The paper came under heavy fire in the wake of the series. Much of it was directed specifically at Wechsler, who had been a member of the Young Communist League at Columbia University in the thirties. Since leaving the party at age twenty-two, Wechsler had become one of America’s most militant anti-Communists, but that was of little concern to McCarthy, who preferred to believe that one couldn’t be both anti-Communist and anti-McCarthy. So the senator from Wisconsin hauled Wechsler before his tribunal, where he proceeded to rehearse the facts of the editor’s brief Communist past and added to it all sorts of farfetched fictions, including the preposterous suggestion that Wechsler was still a closet Commie.
The competing papers lapped it up: POST EDITOR ADMITS HE WAS YOUNG RED; WECHSLER TIES BARED, blared a 1952 page one headline in the Journal-American. Unintimidated, Schiff stood by Wechsler, and her paper continued to gather steam.
By the middle of the 1950s the New York newspaper market was crowded, and the Post was by no means the city’s biggest or its best, but it was profitable. It had carved out an intensely devoted constituency, in part because its sports section was the best in town. (Ernest Hemingway had the Post sent to him in Cuba so he wouldn’t miss the offerings of its emotional star columnist, Jimmy Cannon.) In this arena anyway, the afternoon press time worked to the Post’s advantage. At the end of the workday, streams of men in fedoras would pick up a copy for a nickel en route to the subway to catch up on the afternoon baseball scores.
The Post shared the liberal politics of the Times and was every bit as literate, but it had a much streetier feel than the stodgy paper of record. “She [the post] is the good indignant mama of New York City as The New York Times is its good gray papa,” Jerry Tallmer wrote in a valentine to the Post in Dissent magazine in 1961. “Papa goes down to the firm and makes the money while mama keeps things hopping.” A. J. Liebling opted for a different metaphor that same year, calling the Post “warm, shrewd, pretentious and insecure, like a first-generation Phi Beta Kappa student at Hunter College.”
The Daily News catered to blue-collar Catholics, a traditionally conservative lot, while the prounion, pro-civil rights Post (not coincidentally, Cannon was Jackie Robinson’s biggest booster) was the newspaper of New York’s blue-collar Jews. It was also the paper of Murray Kempton, whose columns seemed to embody best the paper’s ethos, its commitment to ennobling the struggles of the working class, while keeping a keen eye on the rich and powerful—comforting the afflicted and afflicting the comfortable, as the saw went.
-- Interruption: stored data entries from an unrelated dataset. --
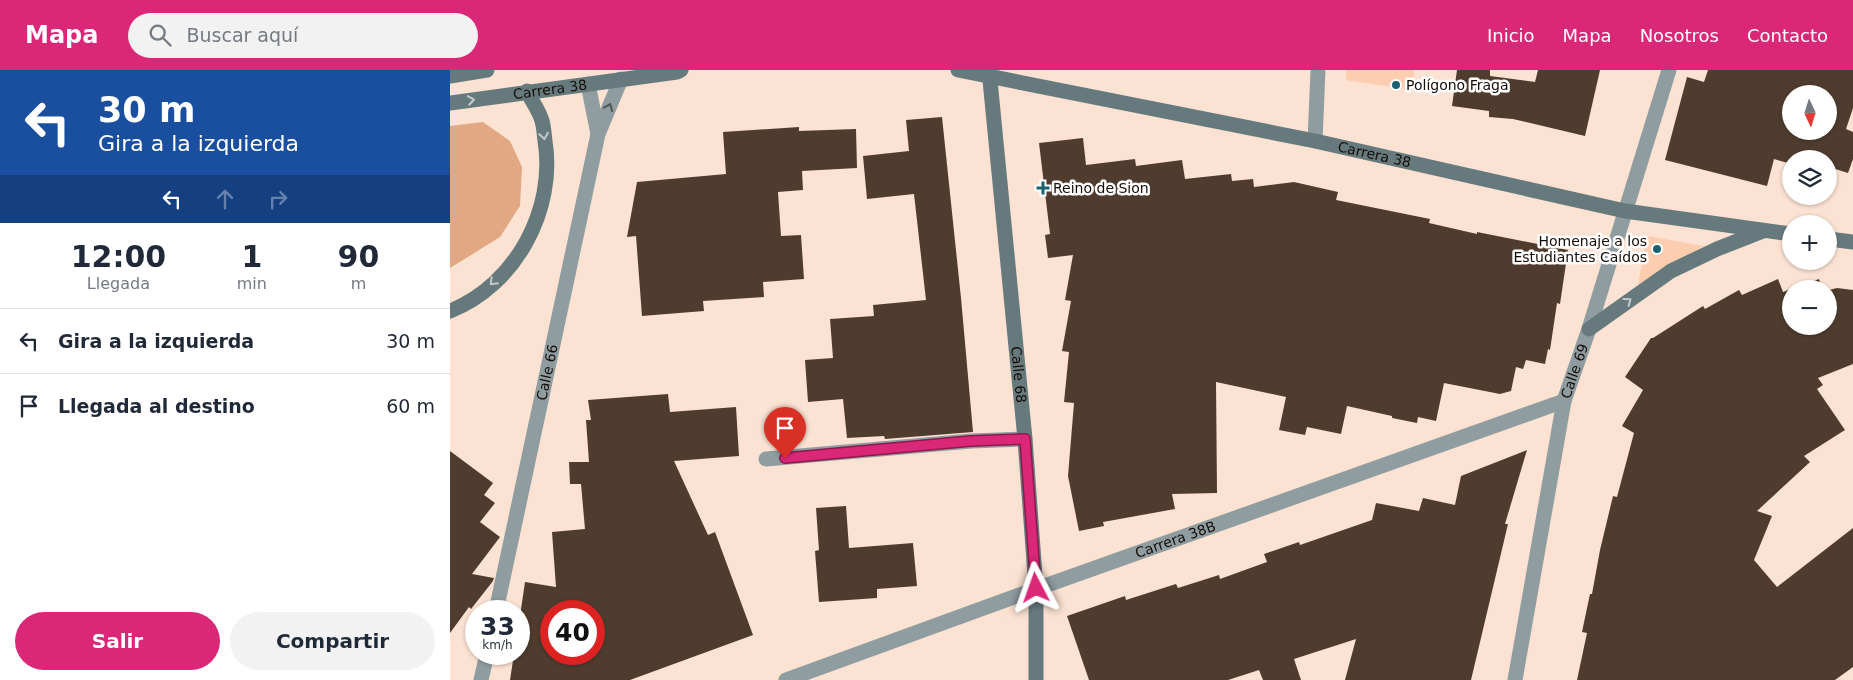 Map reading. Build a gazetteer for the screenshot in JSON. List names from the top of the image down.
{
  "streets": {
    "main road": ["Carrera 38", "Calle 68"],
    "street": ["Calle 69", "Calle 66", "Carrera 38B"]
  },
  "crossings": [
    ["Carrera 38", "Calle 69"],
    ["Carrera 38", "Calle 66"],
    ["Carrera 38", "Calle 68"],
    ["Calle 69", "Carrera 38B"],
    ["Calle 68", "Carrera 38B"]
  ],
  "places": {
    "other": ["Polígono Fraga", "Homenaje a los Estudiantes Caídos"],
    "health": ["Reino de Sion"]
  },
  "north": "bottom",
  "page": {
    "header": "Mapa",
    "search": "Buscar aquí",
    "nav": [
      "Inicio",
      "Mapa",
      "Nosotros",
      "Contacto"
    ],
    "turn": ["30 m", "Gira a la izquierda"],
    "map_buttons": ["+", "−"],
    "eta": [
      "12:00",
      "Llegada",
      "1",
      "min",
      "90",
      "m"
    ],
    "list": [
      {
        "name": "Gira a la izquierda",
        "value": "30 m"
      },
      {
        "name": "Llegada al destino",
        "value": "60 m"
      }
    ],
    "speed": "33 km/h",
    "limit": "40",
    "buttons": ["Salir", "Compartir"]
  }
}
It was as well the paper of gentleman gossip columnist “Midnight” Earl Wilson-“nobody ever feared me,” Wilson once boasted—who chronicled the city’s nightlife six days a week in “It Happened Last Night.”
Schiff decided to separate the Post’s editorial and news operations in 1962 and booted Wechsler upstairs to run the opinion pages. The paper’s circulation was slipping, and people had been telling her that Wechsler’s cause journalism was muscling out of the news hole too many sexy tabloid stories of crime and corruption.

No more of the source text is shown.